L'essence du Suffrance

Last week, one of my fellow students doused herself with “Eau du BarFly” perfume before coming to class. I’m not sure who it was – the scent permeated the room, and the rest of us were too polite to stand up and say, “HEY – WHO STINKS?!”

Perfumes, cologne, and other scented hygiene products can enhance the impression you make on others when used appropriately. When overdone, though, they make things miserable for everyone around you – and what’s worse, many people don’t realize that these substances contribute to a serious indoor air quality problem. 

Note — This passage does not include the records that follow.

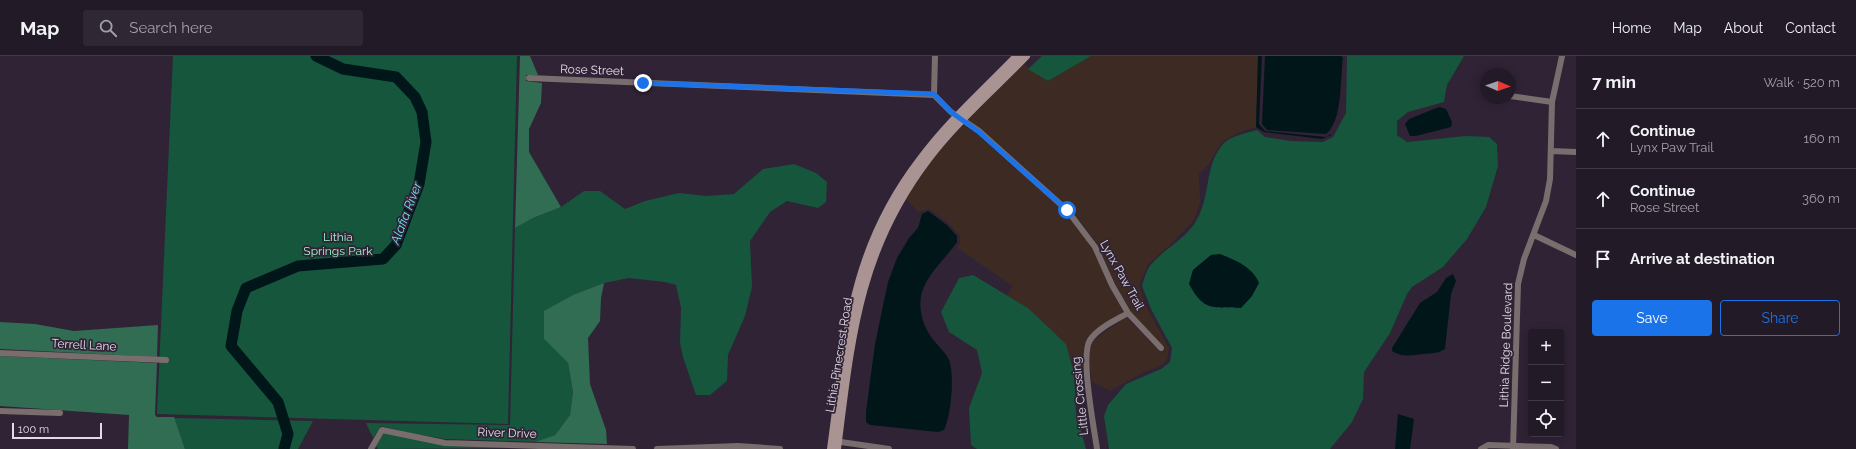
<!DOCTYPE html>
<html lang="en">
<head>
<meta charset="utf-8">
<style>
  body { margin:0; font-family:Raleway,sans-serif; background:#2f2734; color:#f1f3f6 }
  .controls { position:absolute; right:12px; bottom:12px; display:grid; overflow:hidden; border-radius:4px; box-shadow:0 2px 10px #0003 }
  .controls button { width:36px; height:36px; display:grid; place-items:center; padding:0; border:0; border-bottom:1px solid #403845; background:#231a28; color:#f1f3f6; font:20px sans-serif }
  .compass { position:absolute; left:1480px; top:12px; width:36px; height:36px; border-radius:50%; background:#231a28; box-shadow:0 2px 10px #0003; rotate:92deg }
  .scale { position:absolute; left:12px; bottom:10px; width:90px; box-sizing:border-box; padding-left:4px; border:2px solid #e2dae6; border-top:0; font-size:11px; line-height:14px; white-space:nowrap; color:#e2dae6; -webkit-text-stroke:3px #2f2335; paint-order:stroke }
  .stop { position:absolute; width:12px; height:12px; margin:-9px; border:3px solid #1a73e8; border-radius:50%; background:#fff }
  .stop.end { background:#1a73e8; border-color:#fff; box-shadow:0 1px 4px #0008 }
  .list { margin:0; padding:0; list-style:none }
  h2 { display:flex; justify-content:space-between; align-items:center; height:52px; margin:0; padding:0 16px; font-size:17px }
  h2 small { font-size:13px; font-weight:400; color:#a3a1a8 }
  .list li { display:grid; grid-template-columns:26px 1fr auto; gap:12px; align-items:center; box-sizing:border-box; height:60px; padding:0 16px; border-top:1px solid #403845 }
  .list b { display:block; font-size:15px; white-space:nowrap }
  .list p { margin:0; font-size:13px; white-space:nowrap; color:#a3a1a8 }
  .list em { font-size:13px; font-style:normal; color:#a3a1a8 }
  .actions { display:flex; gap:8px; padding:12px 16px }
  .actions a { flex:1; padding:9px 0; border:1px solid #1a73e8; border-radius:4px; text-align:center; font-size:14px; color:#1a73e8 }
  .actions .main { background:#1a73e8; color:#fff }
  .icon { flex:none; width:22px; height:22px; fill:none; stroke:currentColor; stroke-width:2; stroke-linecap:round; stroke-linejoin:round }
  .map { position:relative; flex:none; width:1576px; height:393px; overflow:hidden }
  header { display:flex; align-items:center; gap:24px; box-sizing:border-box; height:56px; padding:0 20px; background:#231a28; border-bottom:1px solid #403845 }
  header strong { font-size:19px }
  nav { display:flex; gap:22px; margin-inline-start:auto; font-size:14px }
  .search { width:280px; height:36px; background:#2f2734; display:flex; align-items:center; gap:10px; box-sizing:border-box; padding:0 14px; border-radius:4px; color:#a3a1a8; font-size:15px }
  main { display:flex }
  aside { flex:1; background:#231a28 }
  .map>svg:first-child { display:block }
  .commercial { fill:#3d2b23 }
  .green { fill:#16563d; fill-rule:evenodd }
  .forest { fill:#306d52 }
  .water { fill:#001619 }
  .lines { fill:none; stroke-linecap:round; stroke-linejoin:round }
  .river { stroke:#001619; stroke-width:11 }
  .street { stroke:#7a6d6d; stroke-width:6 }
  .secondary { stroke:#a99493; stroke-width:8 }
  .route { stroke:#1a73e8; stroke-width:5 }
  .labels { text-anchor:middle; dominant-baseline:central; stroke-width:3.5; stroke-linejoin:round; paint-order:stroke }
  .street-label { font-size:12px; fill:#e2dae6; stroke:#2f2335 }
  .park-label { font-size:12px; fill:#9cf7cc; stroke:#2f2335 }
  .water-label { font-size:13px; font-style:italic; fill:#6adfef; stroke:#2f2335 }
</style>
</head>
<body>
<header>
<strong>Map</strong>
<div class="search"><svg class="icon" aria-label="search" viewBox="0 0 24 24"><circle cx="10" cy="10" r="6"/><path d="M15 15l6 6"/></svg>Search here</div>
<nav><a>Home</a><a>Map</a><a>About</a><a>Contact</a></nav>
</header>
<main>
<div class="map">
<svg width="1576" height="393" viewBox="0 0 1576 393">
  <rect width="100%" height="100%" fill="#2f2335"/>
  <path class="commercial" d="M 1091,0 L 1258,0 L 1256,71 L 1237,77 L 1222,86 L 1208,109 L 1199,118 L 1200,147 L 1194,164 L 1169,190 L 1148,208 L 1139,229 L 1148,254 L 1169,292 L 1167,304 L 1159,311 L 1144,316 L 1110,335 L 1092,326 L 1090,312 L 1090,294 L 1093,285 L 1106,275 L 1127,261 L 1160,296 L 1165,292 L 1130,255 L 1115,227 L 1098,189 L 1070,152 L 981,73 L 968,64 L 1023,8 L 1048,25 Z
    M 963,69 L 977,78 L 1065,156 L 1092,192 L 1123,256 L 1101,270 L 1087,282 L 1083,294 L 1084,322 L 1074,317 L 1066,288 L 1028,252 L 1007,239 L 1013,230 L 957,192 L 960,187 L 960,180 L 948,167 L 929,153 L 919,156 L 905,143 L 931,105 Z"/>
  <path class="green" d="M 173,0 L 517,0 L 508,368 L 157,358 Z
    M 1042,0 L 1091,0 L 1048,25 L 1028,13 Z
    M 1347,0 L 1464,0 L 1447,29 L 1444,46 L 1408,56 L 1397,65 L 1397,79 L 1407,86 L 1466,80 L 1489,81 L 1497,88 L 1498,110 L 1486,151 L 1467,183 L 1443,211 L 1412,231 L 1407,238 L 1390,277 L 1364,316 L 1363,343 L 1352,366 L 1330,393 L 1109,393 L 1104,360 L 1108,349 L 1126,328 L 1161,313 L 1170,306 L 1172,292 L 1151,253 L 1142,230 C 1144,224 1146,215 1150,210 C 1161,195 1187,182 1196,165 C 1211,141 1204,110 1223,88 C 1231,80 1246,77 1257,74 L 1265,81 L 1291,85 L 1323,86 L 1333,81 L 1346,57 ZM 1211,199 L 1189,228 L 1193,214 Z
    M 794,108 L 816,117 L 827,126 L 826,146 L 818,152 L 787,145 L 770,156 L 750,185 L 752,231 L 745,260 L 728,299 L 727,325 L 710,339 L 696,339 L 683,301 L 680,287 L 681,252 L 676,229 L 665,226 L 629,222 L 604,227 L 575,238 L 544,283 L 568,307 L 573,336 L 570,359 L 555,379 L 535,386 L 445,383 L 414,378 L 381,370 L 373,382 L 366,367 L 510,369 L 515,172 L 533,162 L 561,151 L 584,135 L 600,135 L 625,153 L 645,145 L 679,137 L 706,140 L 734,138 L 763,113 Z
    M 973,219 L 1028,252 L 1066,288 L 1074,317 L 1076,357 L 1086,393 L 977,393 L 971,389 L 969,352 L 982,317 L 977,294 L 949,276 L 941,256 L 959,222 Z
    M 174,362 L 313,365 L 298,393 L 185,393 Z
    M 384,377 L 444,389 L 521,392 L 378,393 L 376,390 Z"/>
  <path class="forest" d="M 520,0 L 530,0 L 538,19 L 526,19 L 526,25 L 542,27 L 541,47 L 529,73 L 529,96 L 561,151 L 533,162 L 515,172 Z
    M 604,227 L 601,242 L 600,265 L 588,282 L 590,328 L 606,374 L 607,388 L 535,386 L 555,379 L 570,359 L 573,336 L 568,307 L 544,283 L 544,255 L 575,238 Z
    M 0,266 L 35,268 L 74,275 L 158,269 L 157,301 L 0,293 Z
    M 0,300 L 157,307 L 155,359 L 157,361 L 174,361 L 185,393 L 128,393 L 129,359 L 0,350 Z"/>
  <path class="water" d="M 1258,0 L 1262,0 L 1259,68 L 1265,75 L 1326,81 L 1331,78 L 1331,79 L 1322,83 L 1264,76 L 1256,71 Z
    M 1265,0 L 1341,0 L 1343,2 C 1340,22 1343,65 1326,78 L 1267,74 L 1262,68 Z
    M 1439,51 L 1446,53 L 1452,66 L 1451,71 L 1416,80 L 1410,80 L 1405,68 L 1409,63 Z
    M 928,155 L 947,169 L 957,180 L 957,186 C 946,202 928,217 922,236 C 917,254 924,274 936,287 C 941,293 946,297 949,304 C 955,319 951,360 944,374 L 938,376 L 870,369 L 866,366 L 866,356 L 875,288 L 888,226 L 897,202 L 909,182 L 918,172 L 922,158 Z
    M 1220,198 C 1235,204 1253,211 1259,227 L 1252,240 L 1241,252 C 1213,251 1204,256 1189,228 L 1193,214 L 1211,199 Z
    M 1453,218 L 1456,225 L 1451,238 L 1445,293 C 1437,298 1432,297 1423,298 C 1412,299 1403,302 1392,295 L 1392,292 L 1420,247 L 1437,236 L 1446,222 Z
    M 1398,358 L 1414,363 L 1410,393 L 1395,393 Z"/>
  <g class="lines">
    <path class="river" d="M 284,393 L 288,378 L 278,346 L 231,290 L 237,255 L 246,232 L 298,210 L 383,203 L 396,189 L 419,128 L 426,86 L 422,56 L 415,41 L 396,21 L 343,13 L 316,0"/>
    <path class="street" d="M 529,22 L 934,39 L 951,56 L 979,75 L 1067,154 L 1095,191 L 1112,229 L 1128,257 L 1161,292
      M 934,39 L 935,0
      M 1510,40 L 1552,46
      M 1551,95 L 1576,96
      M 1534,179 L 1576,199
      M 0,297 L 166,304
      M 0,355 L 60,357
      M 834,385 L 889,393
      M 371,393 L 382,374 L 445,387 L 633,393
      M 657,393 L 738,390 L 780,393
      M 1097,393 C 1094,372 1080,299 1090,284 C 1098,272 1116,264 1128,257
      M 1481,393 L 1488,389 L 1551,391 L 1556,393
      M 1513,393 L 1518,228 L 1524,203 L 1546,145 L 1550,123 L 1552,46 L 1562,0"/>
    <path class="secondary" d="M 831,393 C 846,284 850,195 920,104 C 948,66 984,34 1017,0
      M 837,393 C 851,282 858,195 928,103 C 957,65 993,34 1026,0"/>
  </g>
  <g class="lines">
    <path class="route" d="M 643,27 L 934,38 L 951,56 L 979,76 L 1067,154"/>
  </g>
  <g class="labels">
    <g class="street-label">
      <text transform="translate(592 14) rotate(2)">Rose Street</text>
      <text transform="translate(1122 219) rotate(61)">Lynx Paw Trail</text>
      <text transform="translate(84 289) rotate(3)">Terrell Lane</text>
      <text transform="translate(1506 289) rotate(-88)">Lithia Ridge Boulevard</text>
      <text transform="translate(839 299) rotate(-81)">Lithia Pinecrest Road</text>
      <text transform="translate(1080 340) rotate(-96)">Little Crossing</text>
      <text transform="translate(507 377) rotate(2)">River Drive</text>
    </g>
    <g class="park-label">
      <text x="338" y="181">Lithia<tspan x="338" dy="14">Springs Park</tspan></text>
    </g>
    <g class="water-label">
      <text transform="translate(406 157) rotate(-69)">Alafia River</text>
    </g>
  </g>
</svg>
<div class="controls">
<button>+</button>
<button>−</button>
<button><svg class="icon" aria-label="locate" viewBox="0 0 24 24"><circle cx="12" cy="12" r="6"/><path d="M12 2v4M12 18v4M2 12h4M18 12h4"/></svg></button>
</div>
<svg class="compass" viewBox="-18 -18 36 36"><path d="M0-13l5 13h-10z" fill="#e53935"/><path d="M0 13l5-13h-10z" fill="#a3a1a8"/></svg>
<div class="scale">100 m</div>
<div class="stop" style="left:1067px;top:154px"></div>
<div class="stop end" style="left:643px;top:27px"></div>
</div>
<aside>
<h2>7 min<small>Walk · 520 m</small></h2>
<ul class="list">
<li><svg class="icon" aria-label="ahead" viewBox="0 0 24 24"><path d="M12 20V5M6 11l6-6 6 6"/></svg><div><b>Continue</b><p>Lynx Paw Trail</p></div><em>160 m</em></li>
<li><svg class="icon" aria-label="ahead" viewBox="0 0 24 24"><path d="M12 20V5M6 11l6-6 6 6"/></svg><div><b>Continue</b><p>Rose Street</p></div><em>360 m</em></li>
<li><svg class="icon" aria-label="arrive" viewBox="0 0 24 24"><path d="M6 21V4h12l-3 4 3 4H6"/></svg><div><b>Arrive at destination</b></div></li>
</ul>
<div class="actions"><a class="main">Save</a><a>Share</a></div>
</aside>
</main>
</body>
</html>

Fragrances are comprised of chemicals, of course. The Consumer Product Safety Commission doesn’t require manufacturers to tell us what’s in perfume, soap, detergent, air fresheners, or other scented products, but Professor Anne Steinemann and her team at the University of Washington tested some of these products in the lab – including many purporting to be “green” or “organic” – and discovered that the fragrances emitted over 100 volatile organic compounds (VOCs), some of which are considered to be hazardous, toxic pollutants. They also discovered that while some of the VOCs weren’t, themselves, toxic, they will react with other substances already in the air to produce secondary pollutants. 

This is dangerous for everyone, but people with allergies or chemical sensitivities are especially susceptible to fragrances. Some chemicals found in fragrances produce an “irritant response” when they make contact with the respiratory system. The delicate tissues of the airways swell and the bronchial tubes tighten up, triggering severe asthma attacks. (Baur)

General Population
Chemically Sensitive
Multiple Chemical Sensitivity
(Adapted from the survey conducted by Caress & Steinemann)

It’s nice to smell nice. But when you marinate in your favorite perfume, not only are you sitting in your own toxic cloud all day, but you’re also inflicting it on everyone around you. (A week later, the jacket I was wearing in class that day still smells like someone at the nightclub was trying too hard.) It’s annoying at best, and for some people, it’s a genuine threat to their health. Please stop it.


Baur, X., et al. “Occupational asthma to perfume.” Allergy 54:12 (1999): 1334-1335. Wiley Online Library. Web. 24 October, 2015.

Caress, Stanley M. and Anne C. Steinmann. “Prevalence of Fragrance Sensitivity in the American Population.” Journal of Environmental Health. 71.7 (2009): 46-50. Web. 18 October, 2015.

Steinemann, Anne C., et al. “Fragranced Consumer Products: Chemicals emitted, ingredients unlisted.” Environmental Impact Assessment Review 31.3 (2011): 328-333. Elsevier ScienceDirect Journals. Web. 20 October, 2015.